What this task involves: Search the material below for "align" and copy every line where it occurs.
#### Data to use ####
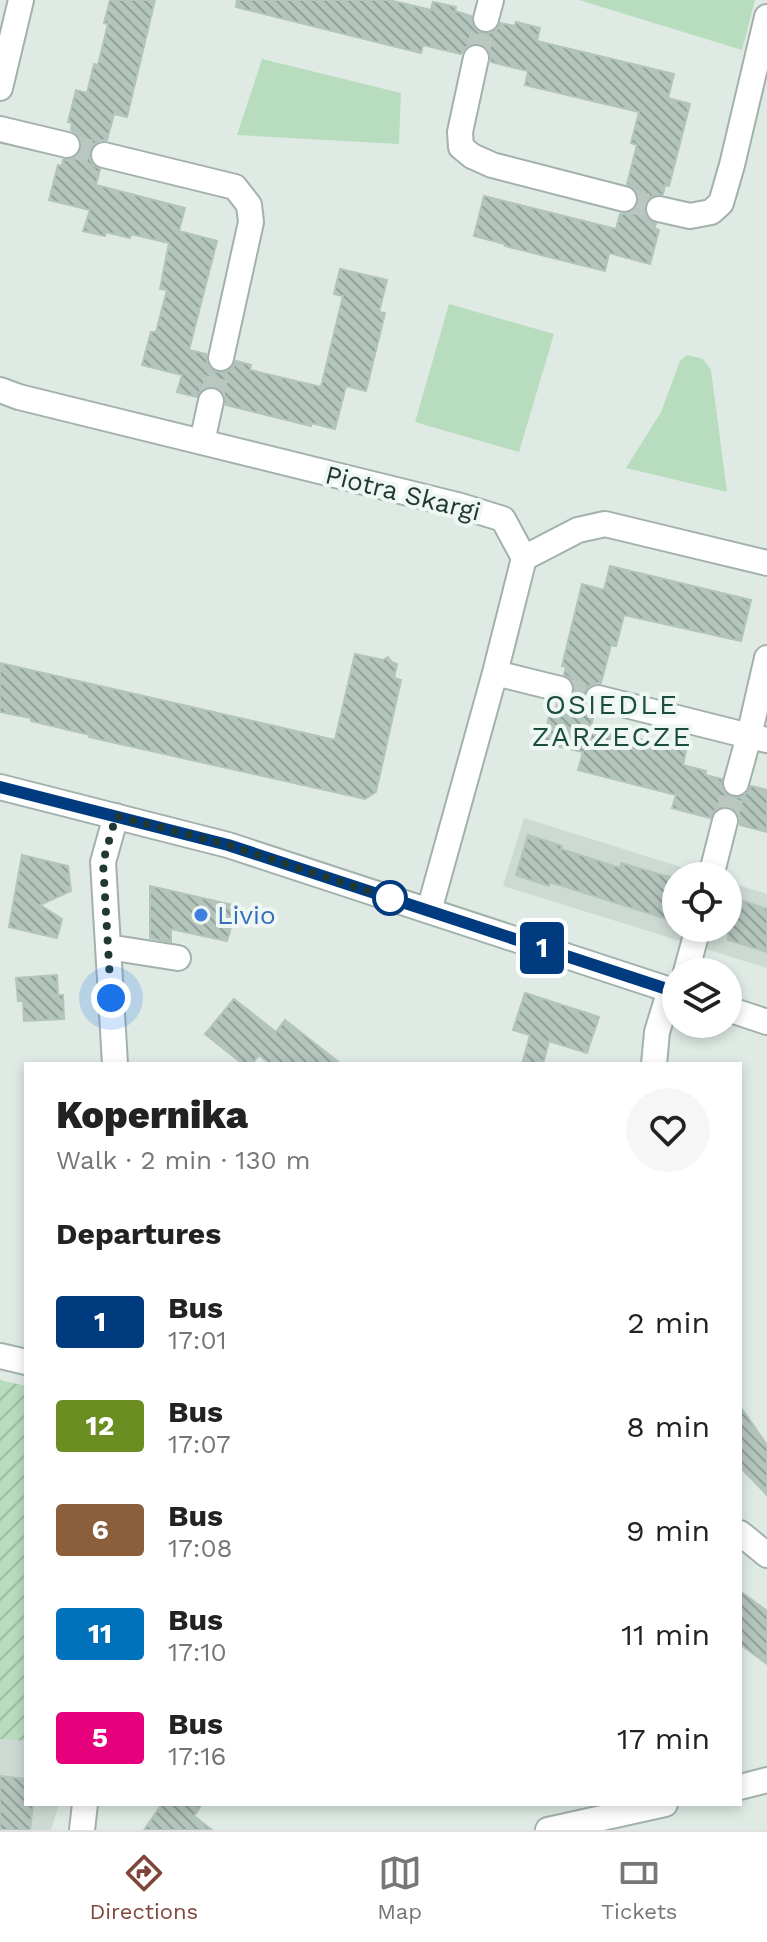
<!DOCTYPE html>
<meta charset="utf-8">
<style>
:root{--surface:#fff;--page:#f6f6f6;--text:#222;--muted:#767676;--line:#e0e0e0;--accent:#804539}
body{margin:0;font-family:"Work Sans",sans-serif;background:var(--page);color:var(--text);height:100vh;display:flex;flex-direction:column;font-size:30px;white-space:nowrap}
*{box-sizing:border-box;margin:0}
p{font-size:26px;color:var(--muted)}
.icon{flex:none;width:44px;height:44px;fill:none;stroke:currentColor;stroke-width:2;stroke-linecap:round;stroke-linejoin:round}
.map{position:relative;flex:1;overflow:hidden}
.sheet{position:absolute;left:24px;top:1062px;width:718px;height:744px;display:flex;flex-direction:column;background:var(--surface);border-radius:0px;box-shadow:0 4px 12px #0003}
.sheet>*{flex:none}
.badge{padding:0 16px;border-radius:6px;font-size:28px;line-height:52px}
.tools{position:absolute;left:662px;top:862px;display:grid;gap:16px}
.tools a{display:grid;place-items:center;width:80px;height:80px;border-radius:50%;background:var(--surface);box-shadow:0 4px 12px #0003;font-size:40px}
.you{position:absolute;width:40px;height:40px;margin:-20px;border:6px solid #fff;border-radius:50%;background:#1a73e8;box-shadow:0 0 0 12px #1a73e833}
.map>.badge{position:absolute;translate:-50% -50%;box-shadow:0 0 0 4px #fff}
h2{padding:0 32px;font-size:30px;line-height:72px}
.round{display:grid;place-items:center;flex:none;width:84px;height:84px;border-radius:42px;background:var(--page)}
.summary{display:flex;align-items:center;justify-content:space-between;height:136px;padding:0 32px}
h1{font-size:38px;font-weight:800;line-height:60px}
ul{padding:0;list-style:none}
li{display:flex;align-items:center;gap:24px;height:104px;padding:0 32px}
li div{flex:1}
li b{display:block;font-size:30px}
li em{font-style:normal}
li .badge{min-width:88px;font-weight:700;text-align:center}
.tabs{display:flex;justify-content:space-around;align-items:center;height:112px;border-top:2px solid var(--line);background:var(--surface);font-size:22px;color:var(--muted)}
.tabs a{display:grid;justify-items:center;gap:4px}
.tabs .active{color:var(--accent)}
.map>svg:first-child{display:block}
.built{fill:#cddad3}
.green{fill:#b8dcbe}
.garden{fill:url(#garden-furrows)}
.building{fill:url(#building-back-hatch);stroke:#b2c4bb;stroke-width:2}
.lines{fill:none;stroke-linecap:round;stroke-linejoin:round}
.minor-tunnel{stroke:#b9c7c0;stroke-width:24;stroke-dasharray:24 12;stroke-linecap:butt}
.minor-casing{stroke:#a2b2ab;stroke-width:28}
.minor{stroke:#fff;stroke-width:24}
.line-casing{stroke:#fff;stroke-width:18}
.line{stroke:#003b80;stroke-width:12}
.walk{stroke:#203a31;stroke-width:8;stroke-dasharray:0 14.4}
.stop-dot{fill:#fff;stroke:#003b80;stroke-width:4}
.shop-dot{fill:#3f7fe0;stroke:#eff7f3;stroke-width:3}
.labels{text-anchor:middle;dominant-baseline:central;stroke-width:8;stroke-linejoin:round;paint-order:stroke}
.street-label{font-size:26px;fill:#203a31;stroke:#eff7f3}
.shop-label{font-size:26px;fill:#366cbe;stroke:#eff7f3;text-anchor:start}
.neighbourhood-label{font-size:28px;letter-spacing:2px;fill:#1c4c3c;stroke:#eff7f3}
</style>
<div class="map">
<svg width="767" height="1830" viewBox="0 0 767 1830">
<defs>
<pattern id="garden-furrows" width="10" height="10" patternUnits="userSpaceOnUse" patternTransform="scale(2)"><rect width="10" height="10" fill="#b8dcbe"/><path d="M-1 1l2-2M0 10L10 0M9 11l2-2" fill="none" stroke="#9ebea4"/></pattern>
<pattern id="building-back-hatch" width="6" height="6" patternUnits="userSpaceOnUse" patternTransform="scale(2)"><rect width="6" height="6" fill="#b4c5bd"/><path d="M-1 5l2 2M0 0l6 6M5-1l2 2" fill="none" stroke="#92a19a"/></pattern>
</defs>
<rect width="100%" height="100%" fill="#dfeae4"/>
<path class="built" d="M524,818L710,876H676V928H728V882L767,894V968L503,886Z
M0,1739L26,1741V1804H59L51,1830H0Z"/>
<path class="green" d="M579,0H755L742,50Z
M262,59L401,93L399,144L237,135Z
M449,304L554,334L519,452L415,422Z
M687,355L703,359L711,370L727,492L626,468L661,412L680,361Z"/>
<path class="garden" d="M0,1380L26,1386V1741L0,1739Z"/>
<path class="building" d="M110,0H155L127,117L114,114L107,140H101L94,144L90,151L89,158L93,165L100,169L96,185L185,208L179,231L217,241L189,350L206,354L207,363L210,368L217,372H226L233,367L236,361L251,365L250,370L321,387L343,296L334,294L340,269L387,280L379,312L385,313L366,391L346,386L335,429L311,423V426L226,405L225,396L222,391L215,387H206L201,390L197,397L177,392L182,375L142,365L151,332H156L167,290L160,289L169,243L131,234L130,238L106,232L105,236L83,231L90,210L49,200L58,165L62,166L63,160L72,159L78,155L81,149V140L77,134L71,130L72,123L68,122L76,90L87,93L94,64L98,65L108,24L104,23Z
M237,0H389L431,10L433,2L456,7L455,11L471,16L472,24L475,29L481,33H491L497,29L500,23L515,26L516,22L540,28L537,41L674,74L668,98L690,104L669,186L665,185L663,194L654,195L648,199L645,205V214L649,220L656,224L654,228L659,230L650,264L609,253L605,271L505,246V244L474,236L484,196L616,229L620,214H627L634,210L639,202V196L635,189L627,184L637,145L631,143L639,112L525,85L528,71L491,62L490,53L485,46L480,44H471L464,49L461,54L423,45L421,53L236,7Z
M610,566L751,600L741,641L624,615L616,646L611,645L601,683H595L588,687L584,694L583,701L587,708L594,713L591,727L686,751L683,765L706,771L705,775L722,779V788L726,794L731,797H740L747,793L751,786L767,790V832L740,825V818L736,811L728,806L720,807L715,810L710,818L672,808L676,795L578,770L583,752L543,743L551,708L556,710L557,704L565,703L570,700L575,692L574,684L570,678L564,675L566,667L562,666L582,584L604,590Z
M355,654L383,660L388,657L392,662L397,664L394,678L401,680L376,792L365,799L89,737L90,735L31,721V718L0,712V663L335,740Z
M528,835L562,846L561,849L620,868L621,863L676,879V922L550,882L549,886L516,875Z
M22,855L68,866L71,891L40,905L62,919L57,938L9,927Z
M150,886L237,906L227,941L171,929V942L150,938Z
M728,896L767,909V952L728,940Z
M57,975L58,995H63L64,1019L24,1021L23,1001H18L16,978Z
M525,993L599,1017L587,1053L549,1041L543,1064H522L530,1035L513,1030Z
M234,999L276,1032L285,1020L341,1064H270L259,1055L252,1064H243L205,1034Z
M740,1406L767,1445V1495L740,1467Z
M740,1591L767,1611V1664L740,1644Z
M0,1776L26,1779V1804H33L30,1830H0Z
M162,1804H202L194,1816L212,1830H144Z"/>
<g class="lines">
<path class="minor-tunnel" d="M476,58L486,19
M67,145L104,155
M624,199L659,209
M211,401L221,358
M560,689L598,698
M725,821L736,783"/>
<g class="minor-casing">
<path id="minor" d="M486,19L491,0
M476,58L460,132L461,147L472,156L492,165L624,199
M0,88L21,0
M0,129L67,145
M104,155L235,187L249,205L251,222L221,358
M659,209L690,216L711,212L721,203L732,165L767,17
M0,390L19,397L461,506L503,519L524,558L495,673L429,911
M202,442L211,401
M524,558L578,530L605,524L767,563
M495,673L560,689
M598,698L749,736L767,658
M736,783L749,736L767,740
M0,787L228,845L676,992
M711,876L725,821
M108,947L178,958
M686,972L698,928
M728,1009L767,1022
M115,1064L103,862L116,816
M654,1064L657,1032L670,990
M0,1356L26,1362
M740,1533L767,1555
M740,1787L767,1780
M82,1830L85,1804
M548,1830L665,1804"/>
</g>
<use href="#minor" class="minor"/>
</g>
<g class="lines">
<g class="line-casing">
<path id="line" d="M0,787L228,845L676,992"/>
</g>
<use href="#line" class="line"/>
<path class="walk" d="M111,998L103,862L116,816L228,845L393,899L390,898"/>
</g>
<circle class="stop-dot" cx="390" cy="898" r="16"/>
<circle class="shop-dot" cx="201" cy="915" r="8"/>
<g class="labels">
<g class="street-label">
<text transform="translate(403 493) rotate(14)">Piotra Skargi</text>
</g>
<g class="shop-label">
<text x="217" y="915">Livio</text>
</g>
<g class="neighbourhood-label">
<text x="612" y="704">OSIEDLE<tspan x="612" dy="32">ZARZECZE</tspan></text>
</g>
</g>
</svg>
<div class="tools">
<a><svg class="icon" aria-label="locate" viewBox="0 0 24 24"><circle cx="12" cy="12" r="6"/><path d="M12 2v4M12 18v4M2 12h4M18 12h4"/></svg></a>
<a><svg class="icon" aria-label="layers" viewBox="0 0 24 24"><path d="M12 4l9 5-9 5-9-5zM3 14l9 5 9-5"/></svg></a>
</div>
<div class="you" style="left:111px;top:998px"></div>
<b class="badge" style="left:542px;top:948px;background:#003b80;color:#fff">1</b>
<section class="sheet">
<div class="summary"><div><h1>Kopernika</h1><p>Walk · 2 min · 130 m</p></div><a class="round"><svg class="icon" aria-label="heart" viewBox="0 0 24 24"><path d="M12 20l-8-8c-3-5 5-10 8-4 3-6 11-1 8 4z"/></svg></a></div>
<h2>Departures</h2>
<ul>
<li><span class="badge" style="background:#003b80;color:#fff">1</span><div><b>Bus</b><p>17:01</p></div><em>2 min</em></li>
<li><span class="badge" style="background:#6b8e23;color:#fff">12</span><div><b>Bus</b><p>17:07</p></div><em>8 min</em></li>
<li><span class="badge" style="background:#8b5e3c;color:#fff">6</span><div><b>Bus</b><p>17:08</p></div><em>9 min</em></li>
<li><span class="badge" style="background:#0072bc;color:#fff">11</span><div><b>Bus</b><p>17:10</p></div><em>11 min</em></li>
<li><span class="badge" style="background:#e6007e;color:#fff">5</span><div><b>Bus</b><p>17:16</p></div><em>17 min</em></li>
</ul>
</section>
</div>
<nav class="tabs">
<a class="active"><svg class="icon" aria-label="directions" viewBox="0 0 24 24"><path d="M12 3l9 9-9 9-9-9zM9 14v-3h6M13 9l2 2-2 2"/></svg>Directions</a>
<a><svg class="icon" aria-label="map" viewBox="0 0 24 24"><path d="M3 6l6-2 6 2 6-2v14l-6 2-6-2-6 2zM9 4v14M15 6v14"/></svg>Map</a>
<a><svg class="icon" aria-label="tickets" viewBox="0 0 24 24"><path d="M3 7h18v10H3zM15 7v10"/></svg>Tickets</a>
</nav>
####
Exercise solution:
.summary{display:flex;align-items:center;justify-content:space-between;height:136px;padding:0 32px}
li{display:flex;align-items:center;gap:24px;height:104px;padding:0 32px}
li .badge{min-width:88px;font-weight:700;text-align:center}
.tabs{display:flex;justify-content:space-around;align-items:center;height:112px;border-top:2px solid var(--line);background:var(--surface);font-size:22px;color:var(--muted)}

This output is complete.